===== Material for this task
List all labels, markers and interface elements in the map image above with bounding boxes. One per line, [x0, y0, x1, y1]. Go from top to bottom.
==========
===== Material for this task
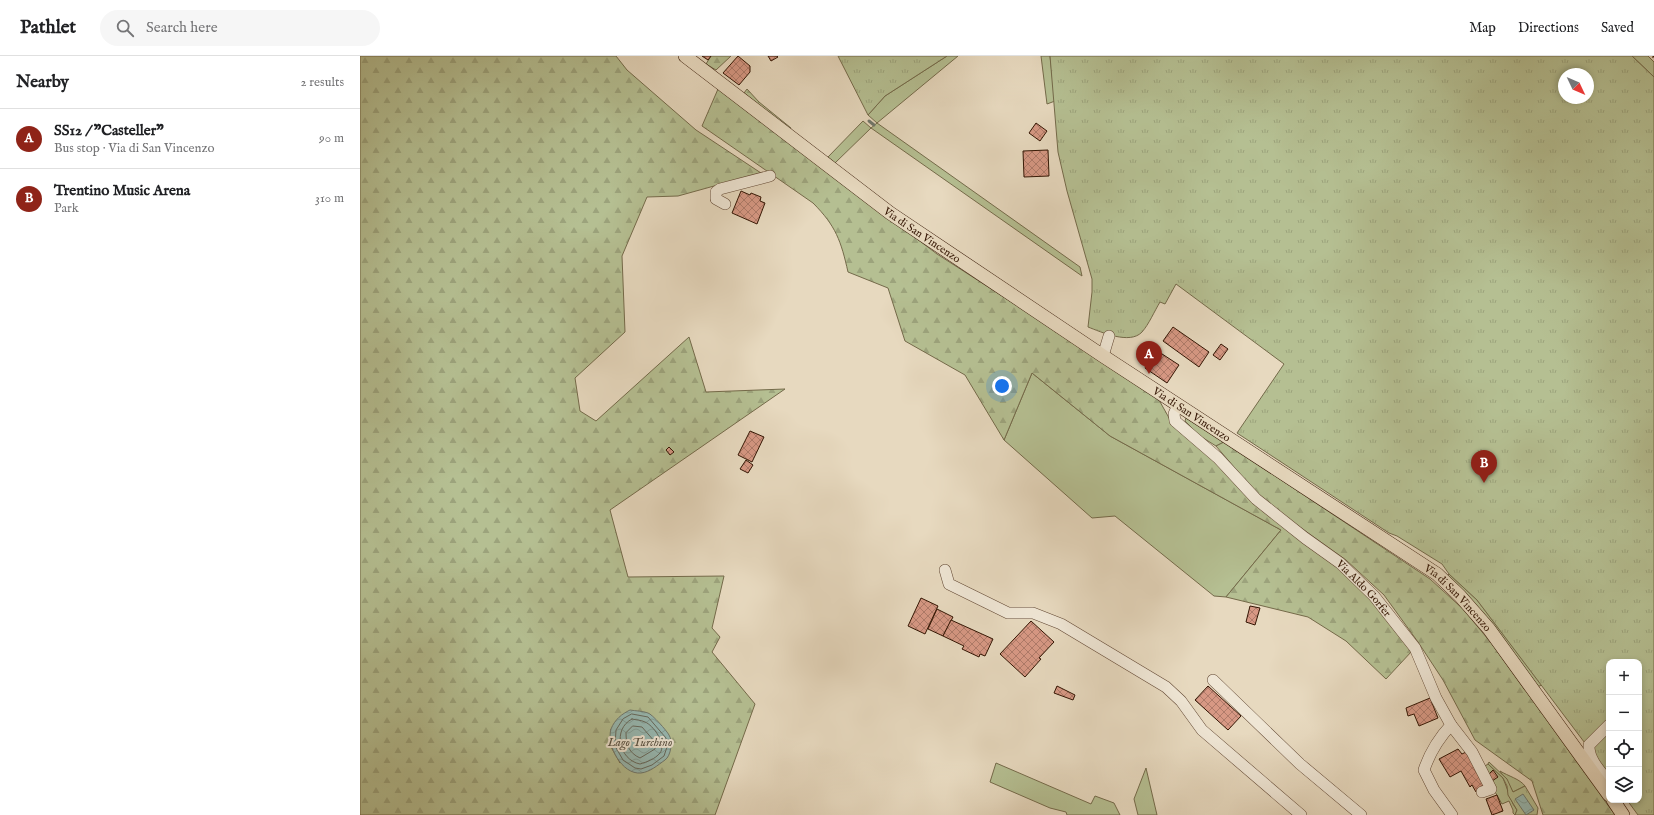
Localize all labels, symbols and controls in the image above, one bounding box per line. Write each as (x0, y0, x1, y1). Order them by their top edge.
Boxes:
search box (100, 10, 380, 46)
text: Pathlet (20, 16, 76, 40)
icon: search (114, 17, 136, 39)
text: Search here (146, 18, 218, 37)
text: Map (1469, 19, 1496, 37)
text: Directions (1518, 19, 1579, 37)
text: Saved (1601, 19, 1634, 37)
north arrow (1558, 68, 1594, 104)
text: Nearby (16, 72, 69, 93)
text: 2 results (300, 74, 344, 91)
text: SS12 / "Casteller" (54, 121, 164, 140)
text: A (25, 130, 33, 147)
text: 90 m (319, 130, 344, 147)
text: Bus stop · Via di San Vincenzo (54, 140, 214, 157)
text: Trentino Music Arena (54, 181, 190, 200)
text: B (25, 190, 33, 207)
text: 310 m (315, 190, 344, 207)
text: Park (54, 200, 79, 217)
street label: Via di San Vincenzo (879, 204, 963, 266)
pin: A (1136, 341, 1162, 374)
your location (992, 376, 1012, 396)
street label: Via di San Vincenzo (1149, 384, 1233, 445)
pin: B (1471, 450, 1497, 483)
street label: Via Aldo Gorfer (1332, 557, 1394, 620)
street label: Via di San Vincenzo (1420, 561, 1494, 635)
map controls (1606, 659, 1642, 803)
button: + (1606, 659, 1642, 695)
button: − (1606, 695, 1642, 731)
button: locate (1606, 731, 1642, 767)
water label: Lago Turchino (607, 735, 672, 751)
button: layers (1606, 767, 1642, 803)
==========
Exercise details —
Check the data for the word "image" and pull out the lines that have it.

Answer space —
List all labels, markers and interface elements in the map image above with bounding boxes. One per line, [x0, y0, x1, y1]. Go from top to bottom.
Localize all labels, symbols and controls in the image above, one bounding box per line. Write each as (x0, y0, x1, y1). Order them by their top edge.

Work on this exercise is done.